Building secure authentication requires understanding threat models, session management, token rotation, privilege separation, and password storage. These concepts aren’t implicit when a developer prompts “add user login.” The model generates code demonstrating login behavior, not code securely enforcing access control.

Missing CSRF protection appears endemic in AI-generated authentication flows. The feature works when tested normally. Nobody tests what happens when an attacker crafts requests from different origins. Weak session handling allows session fixation or hijacking. Permissive authorization checks validate authentication but skip role-based access verification.

The code works for the happy path. Users can log in, sessions persist, and authenticated requests succeed. Under adversarial conditions, authentication schemes bypass completely or authorization checks allow privilege escalation. Security requirements that would be obvious to experienced engineers never get implemented because they’re not part of “make login work.”

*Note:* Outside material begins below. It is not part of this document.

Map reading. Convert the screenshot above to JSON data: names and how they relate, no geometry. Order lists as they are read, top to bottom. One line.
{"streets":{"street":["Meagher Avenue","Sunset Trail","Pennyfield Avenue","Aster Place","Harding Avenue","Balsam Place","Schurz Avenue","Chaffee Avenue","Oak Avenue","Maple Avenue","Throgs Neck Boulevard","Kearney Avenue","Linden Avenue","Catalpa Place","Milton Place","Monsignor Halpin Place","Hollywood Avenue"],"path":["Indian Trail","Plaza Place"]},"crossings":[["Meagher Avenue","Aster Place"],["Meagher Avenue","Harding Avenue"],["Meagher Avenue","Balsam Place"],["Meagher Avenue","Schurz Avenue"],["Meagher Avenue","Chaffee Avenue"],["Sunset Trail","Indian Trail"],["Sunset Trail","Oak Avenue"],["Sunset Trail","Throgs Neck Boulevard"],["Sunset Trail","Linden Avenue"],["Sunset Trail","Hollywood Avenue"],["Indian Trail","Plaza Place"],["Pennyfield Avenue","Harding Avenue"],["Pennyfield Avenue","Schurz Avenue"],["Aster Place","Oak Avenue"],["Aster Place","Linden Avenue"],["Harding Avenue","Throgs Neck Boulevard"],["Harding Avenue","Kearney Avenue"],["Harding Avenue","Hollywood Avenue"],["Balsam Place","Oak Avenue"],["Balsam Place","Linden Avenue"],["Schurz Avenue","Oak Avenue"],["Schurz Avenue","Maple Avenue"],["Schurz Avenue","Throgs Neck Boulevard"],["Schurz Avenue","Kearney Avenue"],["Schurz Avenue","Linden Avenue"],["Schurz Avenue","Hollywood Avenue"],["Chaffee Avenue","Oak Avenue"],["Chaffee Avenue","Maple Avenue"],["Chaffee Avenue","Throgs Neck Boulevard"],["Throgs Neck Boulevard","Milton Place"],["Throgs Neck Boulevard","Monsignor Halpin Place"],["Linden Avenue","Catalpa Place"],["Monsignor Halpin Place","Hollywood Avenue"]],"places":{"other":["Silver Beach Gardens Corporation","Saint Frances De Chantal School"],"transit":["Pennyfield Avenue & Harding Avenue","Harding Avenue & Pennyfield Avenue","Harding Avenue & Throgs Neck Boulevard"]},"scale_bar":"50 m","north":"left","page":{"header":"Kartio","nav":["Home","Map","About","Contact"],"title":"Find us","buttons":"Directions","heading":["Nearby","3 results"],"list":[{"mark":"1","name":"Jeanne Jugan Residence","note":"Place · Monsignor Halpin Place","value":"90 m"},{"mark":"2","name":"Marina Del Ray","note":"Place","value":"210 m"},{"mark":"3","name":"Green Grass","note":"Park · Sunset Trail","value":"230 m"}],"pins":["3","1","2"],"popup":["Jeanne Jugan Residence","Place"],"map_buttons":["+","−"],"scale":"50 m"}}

API Security Gaps From Implicit Assumptions

AI models generate REST APIs responding correctly to well-formed requests. Rate limiting, input validation, response filtering, and error handling all require explicit consideration. The assumption: APIs receive only legitimate traffic from trusted clients.

Production APIs face automated scanners, credential stuffing tools, and enumeration attacks. APIs built through vibe coding rarely include defenses because threat models never entered development conversations. An API endpoint might validate authentication but skip input sanitization, allow unlimited requests per second, or return detailed error messages revealing system internals.

Why This Problem Is Accelerating

The vulnerability landscape is growing faster than security teams can respond.

CVE Growth Shows Increasing Production Impact

Georgia Tech’s Systems Software and Security Lab launched the Vibe Security Radar in May 2025, showing growth from 6 CVEs in early tracking to 35 CVEs three months later. As of March 2026, 74 CVEs had been catalogued as traceable to AI coding tools.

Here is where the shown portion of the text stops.